(Dataset entries)
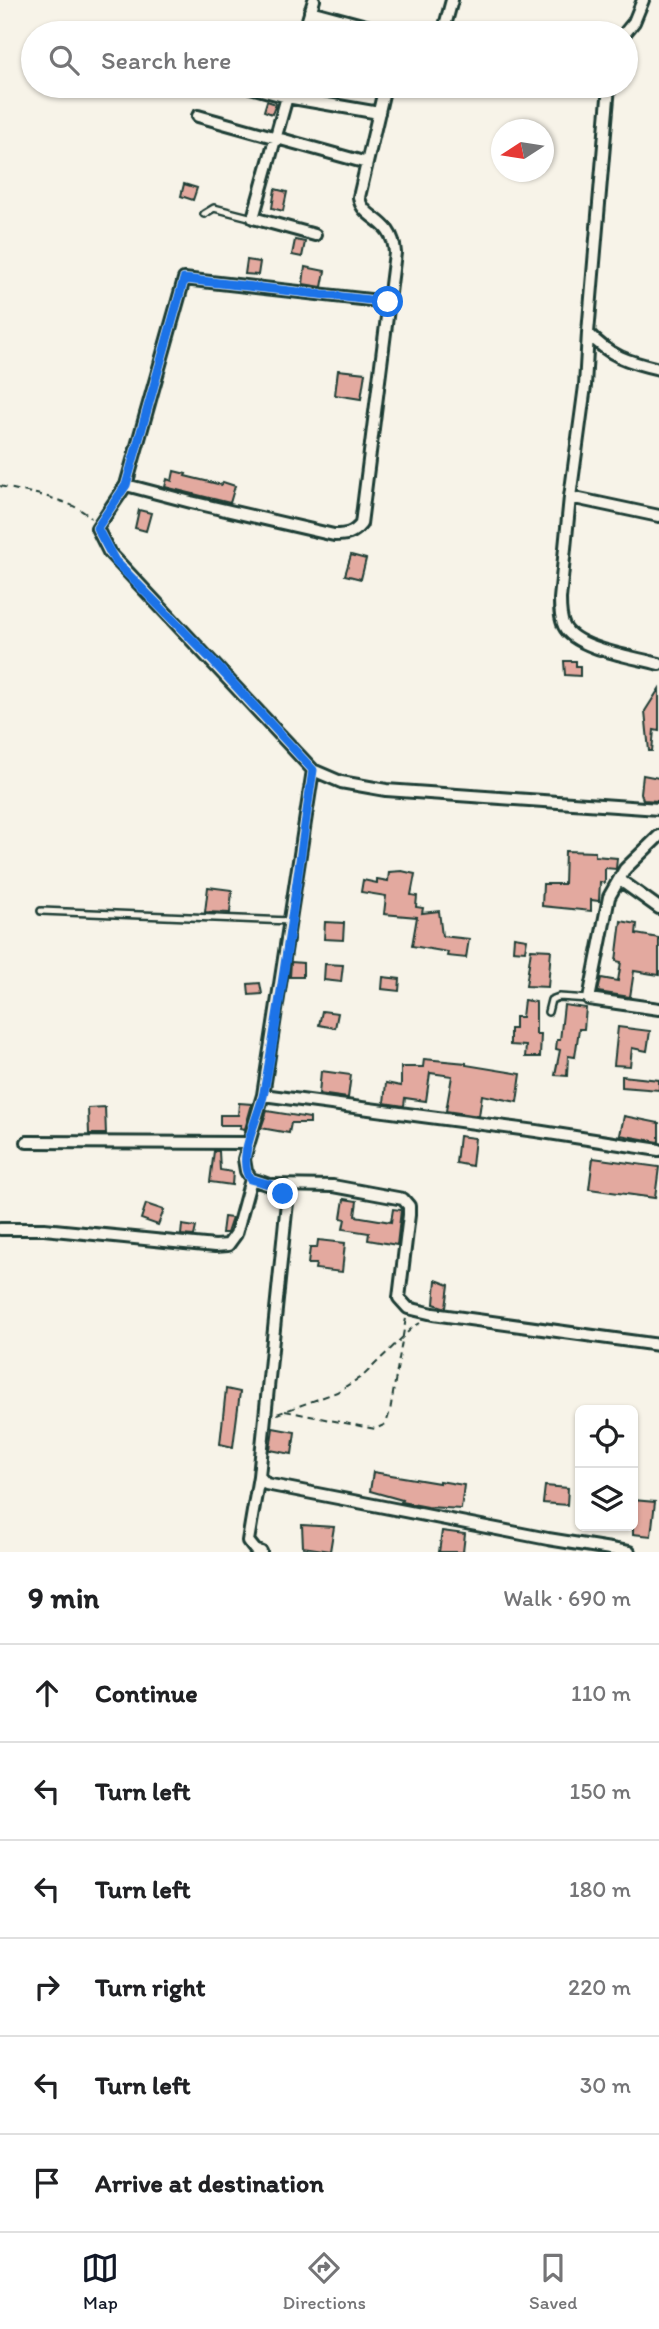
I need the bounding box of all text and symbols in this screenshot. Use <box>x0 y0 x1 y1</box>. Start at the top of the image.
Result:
search box <box>21 21 638 98</box>
icon: search <box>45 41 83 79</box>
text: Search here <box>101 44 231 76</box>
north arrow <box>491 119 554 182</box>
route start <box>372 286 403 317</box>
route end <box>267 1178 298 1209</box>
map controls <box>575 1405 638 1531</box>
button: locate <box>575 1405 638 1468</box>
button: layers <box>575 1468 638 1531</box>
text: 9 min <box>28 1579 99 1616</box>
text: Walk · 690 m <box>503 1584 631 1612</box>
icon: ahead <box>28 1674 66 1712</box>
text: Continue <box>95 1677 198 1709</box>
text: 110 m <box>571 1679 631 1707</box>
icon: left <box>28 1772 66 1810</box>
text: Turn left <box>95 1775 191 1807</box>
text: 150 m <box>570 1777 631 1805</box>
icon: left <box>28 1870 66 1908</box>
text: Turn left <box>95 1873 191 1905</box>
text: 180 m <box>569 1875 631 1903</box>
icon: right <box>28 1968 66 2006</box>
text: Turn right <box>95 1971 206 2003</box>
text: 220 m <box>568 1973 631 2001</box>
icon: left <box>28 2066 66 2104</box>
text: Turn left <box>95 2069 191 2101</box>
text: 30 m <box>580 2071 631 2099</box>
icon: arrive <box>28 2164 66 2202</box>
text: Arrive at destination <box>95 2167 324 2199</box>
tab: Map <box>81 2249 119 2314</box>
tab: Directions <box>282 2249 366 2314</box>
tab: Saved <box>529 2249 577 2314</box>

- [GOAL OF THE EXERCISE]
Give the count of lines in the records that contain "button", and no other text.

- [ANSWER BOX]
2